MACBETH |
Le Ranelagh
Macbeth est certainement la pièce la plus connue mais aussi la plus tragique de Shakespeare. Il faut du courage, de la foi et de la passion – et peut-être une dose d'inconscience – pour s'attaquer à une telle œuvre où se mêlent grandeur, complots, assassinats, ambition, folie et remords, fantastique et poésie. Philippe Penguy nous en propose, dans ce magnifique théâtre du Ranelagh dont les sombres boiseries conviennent parfaitement à l'univers tourmenté de l'auteur, une version à la fois épique et classique. La scénographie est superbe dans sa sobriété. Une immense toile posée au sol et agitée de mouvements tumultueux sur laquelle flotte la brume nous projette dès l'entrée en matière sur la lande fantasmagorique, domaine des sorcières. Accompagnée par deux musiciens, cette scène est parmi les plus réussies du spectacle. Une passerelle et quelques marches grises symbolisent ensuite le château, où la salle du banquet se bornera à une grande table sur laquelle sont posés des gobelets. C'est simple mais propice à entraîner l'imaginaire du spectateur. Tout est en place, le drame peut se nouer dans une suite rapide d'actions pleines de bruit et de fureur, dans un monde de ténèbres où les démons peuvent venir hanter les humains. Les scènes de bataille finales sont parfaitement réalisées, chorégraphiées au millimètre, soulignées du son lancinant des cornemuses. La traduction de Jean Michel Déprats rend toute sa force mais aussi sa fantaisie et sa poésie au texte de Shakespeare. C'est une prose qui demande des comédiens aguerris, capables de rendre audibles des tournures peu courantes, de délivrer toute la puissance des mots mais sans paraître désuet ni pompeux, de trouver la musique des intonations qui permettra d'atteindre le spectateur. Être acteur shakespearien n'est pas chose aisée et si dans cette distribution certains s'en sortent pas trop mal d'autres peinent encore à trouver l'équilibre nécessaire. Mais on n'était qu'au soir de la première, laissons-leur encore un peu de temps.
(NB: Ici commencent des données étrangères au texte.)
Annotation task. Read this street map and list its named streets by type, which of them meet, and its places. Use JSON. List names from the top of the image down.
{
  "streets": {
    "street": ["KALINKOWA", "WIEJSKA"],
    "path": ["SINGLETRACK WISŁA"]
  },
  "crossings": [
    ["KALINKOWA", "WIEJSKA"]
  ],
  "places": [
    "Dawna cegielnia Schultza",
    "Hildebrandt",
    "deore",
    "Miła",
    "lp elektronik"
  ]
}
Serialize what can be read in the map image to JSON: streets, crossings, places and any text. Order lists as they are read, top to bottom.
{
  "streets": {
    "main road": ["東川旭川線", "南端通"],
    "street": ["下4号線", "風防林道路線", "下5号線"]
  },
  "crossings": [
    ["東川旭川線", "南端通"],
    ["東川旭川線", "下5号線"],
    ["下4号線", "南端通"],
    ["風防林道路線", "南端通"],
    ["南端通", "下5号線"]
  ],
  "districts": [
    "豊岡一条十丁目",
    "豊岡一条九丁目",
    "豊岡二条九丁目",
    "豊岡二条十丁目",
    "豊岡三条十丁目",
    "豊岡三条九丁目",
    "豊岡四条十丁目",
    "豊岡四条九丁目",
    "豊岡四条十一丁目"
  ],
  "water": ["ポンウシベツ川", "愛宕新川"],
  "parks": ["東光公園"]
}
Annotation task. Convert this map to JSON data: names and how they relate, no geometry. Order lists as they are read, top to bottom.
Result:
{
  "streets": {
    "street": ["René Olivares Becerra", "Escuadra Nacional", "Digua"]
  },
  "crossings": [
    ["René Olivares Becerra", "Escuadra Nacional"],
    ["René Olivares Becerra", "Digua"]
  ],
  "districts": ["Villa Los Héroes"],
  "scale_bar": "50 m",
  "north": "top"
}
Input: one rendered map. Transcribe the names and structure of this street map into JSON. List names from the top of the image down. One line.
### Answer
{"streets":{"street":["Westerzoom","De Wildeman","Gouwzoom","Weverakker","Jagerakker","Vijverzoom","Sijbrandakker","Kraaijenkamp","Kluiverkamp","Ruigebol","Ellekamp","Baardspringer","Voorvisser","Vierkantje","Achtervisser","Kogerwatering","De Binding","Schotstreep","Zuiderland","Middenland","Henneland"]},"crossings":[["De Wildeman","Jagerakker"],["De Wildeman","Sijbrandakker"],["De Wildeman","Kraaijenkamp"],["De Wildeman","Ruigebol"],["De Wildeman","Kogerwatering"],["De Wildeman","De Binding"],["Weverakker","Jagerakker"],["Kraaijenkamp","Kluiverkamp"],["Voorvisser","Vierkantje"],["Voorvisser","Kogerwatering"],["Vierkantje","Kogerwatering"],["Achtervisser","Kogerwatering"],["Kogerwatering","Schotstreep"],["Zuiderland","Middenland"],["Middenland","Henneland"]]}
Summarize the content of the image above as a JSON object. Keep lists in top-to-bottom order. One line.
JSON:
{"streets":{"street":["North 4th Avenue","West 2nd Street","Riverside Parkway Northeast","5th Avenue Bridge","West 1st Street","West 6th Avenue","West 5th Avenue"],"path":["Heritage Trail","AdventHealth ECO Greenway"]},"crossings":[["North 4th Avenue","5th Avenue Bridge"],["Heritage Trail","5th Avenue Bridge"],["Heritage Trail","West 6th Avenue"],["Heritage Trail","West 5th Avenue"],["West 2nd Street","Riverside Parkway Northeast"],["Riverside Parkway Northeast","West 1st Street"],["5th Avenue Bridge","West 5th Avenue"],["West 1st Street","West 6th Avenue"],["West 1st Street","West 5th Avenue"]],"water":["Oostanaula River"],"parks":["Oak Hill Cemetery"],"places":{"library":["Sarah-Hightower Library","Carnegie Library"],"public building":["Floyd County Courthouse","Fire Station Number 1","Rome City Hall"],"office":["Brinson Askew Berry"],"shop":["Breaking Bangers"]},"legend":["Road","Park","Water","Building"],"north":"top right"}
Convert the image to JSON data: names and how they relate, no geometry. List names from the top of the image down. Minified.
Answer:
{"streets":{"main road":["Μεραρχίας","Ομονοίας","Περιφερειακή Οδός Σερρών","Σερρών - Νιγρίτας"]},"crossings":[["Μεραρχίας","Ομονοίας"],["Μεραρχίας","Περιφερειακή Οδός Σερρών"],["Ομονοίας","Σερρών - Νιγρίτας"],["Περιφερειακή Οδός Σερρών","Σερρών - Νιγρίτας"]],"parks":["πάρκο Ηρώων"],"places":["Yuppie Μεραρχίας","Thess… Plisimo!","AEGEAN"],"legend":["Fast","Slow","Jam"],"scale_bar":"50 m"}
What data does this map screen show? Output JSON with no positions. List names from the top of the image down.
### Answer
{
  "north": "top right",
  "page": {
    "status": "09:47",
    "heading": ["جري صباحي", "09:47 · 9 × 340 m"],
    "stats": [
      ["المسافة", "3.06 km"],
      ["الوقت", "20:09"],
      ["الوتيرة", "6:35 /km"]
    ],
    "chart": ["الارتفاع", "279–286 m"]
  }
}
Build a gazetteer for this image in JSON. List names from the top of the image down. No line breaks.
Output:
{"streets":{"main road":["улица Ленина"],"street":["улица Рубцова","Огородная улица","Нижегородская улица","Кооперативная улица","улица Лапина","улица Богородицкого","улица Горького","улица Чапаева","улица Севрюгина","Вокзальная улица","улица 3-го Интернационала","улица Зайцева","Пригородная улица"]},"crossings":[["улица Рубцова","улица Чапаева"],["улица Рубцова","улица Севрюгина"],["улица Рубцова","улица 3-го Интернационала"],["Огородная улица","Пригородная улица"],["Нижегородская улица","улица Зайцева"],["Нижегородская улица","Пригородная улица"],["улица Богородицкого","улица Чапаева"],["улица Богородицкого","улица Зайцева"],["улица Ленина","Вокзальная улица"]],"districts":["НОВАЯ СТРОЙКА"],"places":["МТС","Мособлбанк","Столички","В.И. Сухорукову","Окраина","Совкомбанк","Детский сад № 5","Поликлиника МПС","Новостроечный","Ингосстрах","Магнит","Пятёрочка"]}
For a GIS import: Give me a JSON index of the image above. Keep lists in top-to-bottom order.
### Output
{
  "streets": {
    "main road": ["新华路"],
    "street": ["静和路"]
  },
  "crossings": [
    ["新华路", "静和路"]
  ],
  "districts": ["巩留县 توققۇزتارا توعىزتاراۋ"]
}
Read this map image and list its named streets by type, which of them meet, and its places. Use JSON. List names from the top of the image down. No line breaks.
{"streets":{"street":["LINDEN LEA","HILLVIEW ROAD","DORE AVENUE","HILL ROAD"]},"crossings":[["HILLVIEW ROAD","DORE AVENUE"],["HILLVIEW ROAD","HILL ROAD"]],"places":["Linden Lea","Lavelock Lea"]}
L'ensemble est un peu trop long et gagnerait à être allégé, même si ce n'est jamais chose aisée de procéder à des coupes mais le public du XXIème siècle a un peu de mal à se concentrer pendant plus de deux heures sur un texte d'une poésie barbare où on se perd parfois et qui gomme du coup la modernité que le sujet pourrait trouver dans cette histoire où dominent les jeux du pouvoir et de l'ambition.